Mittlerweile wurde von der Familie des Kindes auch die Deutsche Botschaft in Addis Abeba
eingeschaltet und um Stellungnahme gebeten. Die Einschätzung der deutschen diplomatischen
Vertretungen in den kulturellen Herkunftsländern von MigrantenInnen spielen erfahrungsgemäß
eine zu Recht wichtige Rolle bei der Wahrheitsfindung deutscher Gerichte, wenn es um
Aspekte des kulturellen Herkunftslandes geht.
Der äthiopische Staat hat dies verstanden - seit Jahren fördert er, mit Unterstützung durch
zahlreiche nationale Organisationen und der internationalen Entwicklungshilfe, Projekte gegen
Genitalverstümmelung. Seit 2004 stellt das äthiopische Strafrecht im Artikel 565ff
Genitalverstümmelung und andere "traditionelle schädliche Praktiken" unter Strafe (bis zu 5-10
Jahre Haft).
Laufer hingegen bezieht sich u.a. auf Zahlen von 1997. Die von ihr behauptete Zahl eines
angeblichen Beschneidungsrisikos in Höhe von 90% ist völlig aus der Luft gegriffen.

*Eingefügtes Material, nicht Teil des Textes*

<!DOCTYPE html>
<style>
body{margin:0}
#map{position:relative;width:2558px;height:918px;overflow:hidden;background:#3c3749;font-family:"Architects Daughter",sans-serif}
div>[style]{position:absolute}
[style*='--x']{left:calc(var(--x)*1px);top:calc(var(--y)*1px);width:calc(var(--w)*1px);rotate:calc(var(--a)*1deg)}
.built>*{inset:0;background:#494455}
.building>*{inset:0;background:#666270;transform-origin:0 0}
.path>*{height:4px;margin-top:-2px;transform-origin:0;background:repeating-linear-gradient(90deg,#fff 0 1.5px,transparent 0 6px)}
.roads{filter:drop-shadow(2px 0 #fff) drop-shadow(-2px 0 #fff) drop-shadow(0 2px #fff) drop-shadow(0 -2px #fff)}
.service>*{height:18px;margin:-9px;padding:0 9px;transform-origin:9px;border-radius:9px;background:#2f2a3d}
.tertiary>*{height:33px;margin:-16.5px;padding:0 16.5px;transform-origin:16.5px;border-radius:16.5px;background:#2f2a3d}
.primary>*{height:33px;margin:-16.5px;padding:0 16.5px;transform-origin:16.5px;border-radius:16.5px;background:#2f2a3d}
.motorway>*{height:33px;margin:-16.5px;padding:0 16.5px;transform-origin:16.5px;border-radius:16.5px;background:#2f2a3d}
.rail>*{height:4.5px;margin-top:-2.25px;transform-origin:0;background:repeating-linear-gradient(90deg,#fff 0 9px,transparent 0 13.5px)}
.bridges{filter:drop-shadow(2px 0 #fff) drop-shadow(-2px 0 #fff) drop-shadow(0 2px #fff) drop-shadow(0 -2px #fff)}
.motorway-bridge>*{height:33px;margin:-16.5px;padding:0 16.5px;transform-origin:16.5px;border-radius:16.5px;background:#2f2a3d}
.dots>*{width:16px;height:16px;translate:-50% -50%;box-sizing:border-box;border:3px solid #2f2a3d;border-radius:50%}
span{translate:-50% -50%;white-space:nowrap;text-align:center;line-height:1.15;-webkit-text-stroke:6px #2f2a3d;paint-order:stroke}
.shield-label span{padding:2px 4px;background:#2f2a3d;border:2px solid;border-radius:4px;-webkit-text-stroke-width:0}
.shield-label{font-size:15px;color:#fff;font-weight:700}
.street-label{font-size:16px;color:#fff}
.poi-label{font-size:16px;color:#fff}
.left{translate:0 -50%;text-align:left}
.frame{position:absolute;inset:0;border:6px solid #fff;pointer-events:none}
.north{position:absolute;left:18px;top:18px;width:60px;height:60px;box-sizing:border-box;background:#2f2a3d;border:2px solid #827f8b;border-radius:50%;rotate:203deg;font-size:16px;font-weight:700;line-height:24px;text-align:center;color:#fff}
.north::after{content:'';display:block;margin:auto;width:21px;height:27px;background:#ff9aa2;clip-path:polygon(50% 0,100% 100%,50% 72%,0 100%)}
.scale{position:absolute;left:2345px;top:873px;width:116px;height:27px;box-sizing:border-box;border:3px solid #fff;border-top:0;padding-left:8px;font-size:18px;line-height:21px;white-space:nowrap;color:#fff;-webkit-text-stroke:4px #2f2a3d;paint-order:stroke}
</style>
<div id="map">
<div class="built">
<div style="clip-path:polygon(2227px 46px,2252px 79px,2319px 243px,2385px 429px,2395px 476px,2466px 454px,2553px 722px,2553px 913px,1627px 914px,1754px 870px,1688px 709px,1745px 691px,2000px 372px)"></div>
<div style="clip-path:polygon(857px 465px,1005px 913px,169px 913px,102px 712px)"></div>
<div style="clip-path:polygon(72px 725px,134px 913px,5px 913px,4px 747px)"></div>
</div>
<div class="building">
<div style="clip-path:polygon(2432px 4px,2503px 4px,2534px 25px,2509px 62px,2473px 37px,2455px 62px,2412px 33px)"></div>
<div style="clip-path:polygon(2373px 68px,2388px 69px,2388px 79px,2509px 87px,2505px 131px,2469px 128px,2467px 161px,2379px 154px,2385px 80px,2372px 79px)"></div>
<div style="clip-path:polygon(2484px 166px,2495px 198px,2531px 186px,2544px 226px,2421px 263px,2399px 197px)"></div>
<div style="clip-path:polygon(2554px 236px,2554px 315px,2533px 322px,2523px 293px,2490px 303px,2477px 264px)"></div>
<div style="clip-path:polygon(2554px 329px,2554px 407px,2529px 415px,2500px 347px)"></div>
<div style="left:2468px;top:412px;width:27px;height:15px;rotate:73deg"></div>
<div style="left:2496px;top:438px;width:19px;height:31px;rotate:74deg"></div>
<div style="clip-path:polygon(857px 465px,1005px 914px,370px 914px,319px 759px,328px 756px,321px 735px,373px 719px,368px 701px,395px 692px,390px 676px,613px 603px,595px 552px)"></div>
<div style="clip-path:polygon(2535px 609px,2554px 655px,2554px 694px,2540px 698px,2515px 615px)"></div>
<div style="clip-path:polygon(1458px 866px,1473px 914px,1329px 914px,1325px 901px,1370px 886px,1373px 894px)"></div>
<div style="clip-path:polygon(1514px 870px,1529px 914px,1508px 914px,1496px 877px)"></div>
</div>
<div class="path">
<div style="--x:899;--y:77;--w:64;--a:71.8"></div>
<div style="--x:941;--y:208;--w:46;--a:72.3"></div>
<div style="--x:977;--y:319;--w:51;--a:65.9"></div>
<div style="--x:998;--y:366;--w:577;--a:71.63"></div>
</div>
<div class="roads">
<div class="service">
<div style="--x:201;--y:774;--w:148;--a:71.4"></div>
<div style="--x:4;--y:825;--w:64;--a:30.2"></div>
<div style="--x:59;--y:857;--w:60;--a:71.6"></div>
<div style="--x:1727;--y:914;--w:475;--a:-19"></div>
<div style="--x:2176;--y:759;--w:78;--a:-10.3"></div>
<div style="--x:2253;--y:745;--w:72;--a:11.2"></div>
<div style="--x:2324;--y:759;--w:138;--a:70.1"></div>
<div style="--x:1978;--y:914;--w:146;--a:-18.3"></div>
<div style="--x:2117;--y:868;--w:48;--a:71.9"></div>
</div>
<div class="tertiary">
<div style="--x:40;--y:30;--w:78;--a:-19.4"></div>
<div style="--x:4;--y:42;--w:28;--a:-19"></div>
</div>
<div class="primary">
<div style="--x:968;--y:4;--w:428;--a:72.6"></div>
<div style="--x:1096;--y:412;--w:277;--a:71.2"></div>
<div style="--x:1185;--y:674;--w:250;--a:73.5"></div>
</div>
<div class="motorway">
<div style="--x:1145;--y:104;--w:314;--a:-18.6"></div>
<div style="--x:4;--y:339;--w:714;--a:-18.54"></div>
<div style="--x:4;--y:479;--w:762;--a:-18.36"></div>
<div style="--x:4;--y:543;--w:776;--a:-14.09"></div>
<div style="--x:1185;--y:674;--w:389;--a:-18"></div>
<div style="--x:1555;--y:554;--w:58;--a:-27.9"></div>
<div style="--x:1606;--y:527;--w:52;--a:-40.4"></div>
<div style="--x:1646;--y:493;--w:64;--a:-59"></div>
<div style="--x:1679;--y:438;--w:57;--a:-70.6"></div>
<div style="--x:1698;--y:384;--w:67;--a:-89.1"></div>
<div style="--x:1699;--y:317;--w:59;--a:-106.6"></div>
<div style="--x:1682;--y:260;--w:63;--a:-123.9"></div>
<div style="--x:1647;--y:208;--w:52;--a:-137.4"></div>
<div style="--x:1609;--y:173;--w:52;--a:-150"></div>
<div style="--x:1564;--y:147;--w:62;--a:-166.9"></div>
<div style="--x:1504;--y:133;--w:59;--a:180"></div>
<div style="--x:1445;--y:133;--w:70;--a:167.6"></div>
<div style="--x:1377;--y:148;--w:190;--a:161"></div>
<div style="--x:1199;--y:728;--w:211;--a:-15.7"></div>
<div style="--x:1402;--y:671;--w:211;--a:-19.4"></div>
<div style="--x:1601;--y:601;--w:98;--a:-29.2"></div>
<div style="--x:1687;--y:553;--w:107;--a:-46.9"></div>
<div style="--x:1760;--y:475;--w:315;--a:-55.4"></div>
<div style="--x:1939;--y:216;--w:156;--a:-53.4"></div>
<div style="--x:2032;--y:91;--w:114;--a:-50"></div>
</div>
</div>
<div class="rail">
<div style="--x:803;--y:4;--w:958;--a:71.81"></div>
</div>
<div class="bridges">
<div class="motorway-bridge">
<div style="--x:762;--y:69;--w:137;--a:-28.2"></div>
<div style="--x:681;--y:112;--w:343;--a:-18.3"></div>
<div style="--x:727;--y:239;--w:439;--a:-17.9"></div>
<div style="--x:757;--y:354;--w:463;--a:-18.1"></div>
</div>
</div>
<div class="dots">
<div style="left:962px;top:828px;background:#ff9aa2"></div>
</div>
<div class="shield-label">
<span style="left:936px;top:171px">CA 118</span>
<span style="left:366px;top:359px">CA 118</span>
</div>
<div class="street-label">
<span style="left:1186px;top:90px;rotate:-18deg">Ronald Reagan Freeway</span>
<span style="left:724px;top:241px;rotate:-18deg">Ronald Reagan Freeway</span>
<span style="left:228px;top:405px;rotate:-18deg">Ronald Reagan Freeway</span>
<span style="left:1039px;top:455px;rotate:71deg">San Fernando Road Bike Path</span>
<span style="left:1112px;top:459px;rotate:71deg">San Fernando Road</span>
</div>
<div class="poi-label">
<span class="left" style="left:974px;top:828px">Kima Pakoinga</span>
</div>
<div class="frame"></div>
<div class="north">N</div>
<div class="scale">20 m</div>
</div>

Gleichzeitig verschweigt Laufer Erkenntnisse der Deutschen Gesellschaft für Technische
Zusammenarbeit (GTZ), welche im November 2007 feststellte, dass die Unterstützung unter
äthiopischen Müttern von noch 52% im Jahr 2000 auf 38% im Jahr 2005 stark abgenommen
hat – sichtbarer Erfolg der jahrelangen Aufklärungsarbeit. Das sind immer noch 38% zu viel,
keine Frage. Aber aus diesen Zahlen den Generalverdacht der Frau Laufer gegen alle in
Deutschland lebenden äthiopischstämmigen Familien abzuleiten, ist absurd und
unprofessionell.
Frau Laufer zeigt hier u.E. missionarischen Eifer, der uns sehr an Robespierre und seinen
'Terror der Tugendhaften & Gutwilligen' erinnert, wodurch sie - leider - ein zutiefst berechtigtes
und wichtiges Anliegen (den Schutz von Mädchen und Frauen vor Genitalverstümmelung)
diskreditiert. (vgl.
http://de.wikipedia.org/wiki/Robespierre#Die_Begr.C3.BCndung_des_Terrors_gem.C3.A4.C3.9
F_Rousseau)
Frau Laufer benutzt für ihr "Werk" Zahlen & Behauptungen, die falsch bzw. nicht aktuell sind
und die so die aktuelle Situation in Äthiopien verzerren und die bereits eingetretene
Veränderung der Einstellungen der äthiopischen Frauen nicht berücksichtigen.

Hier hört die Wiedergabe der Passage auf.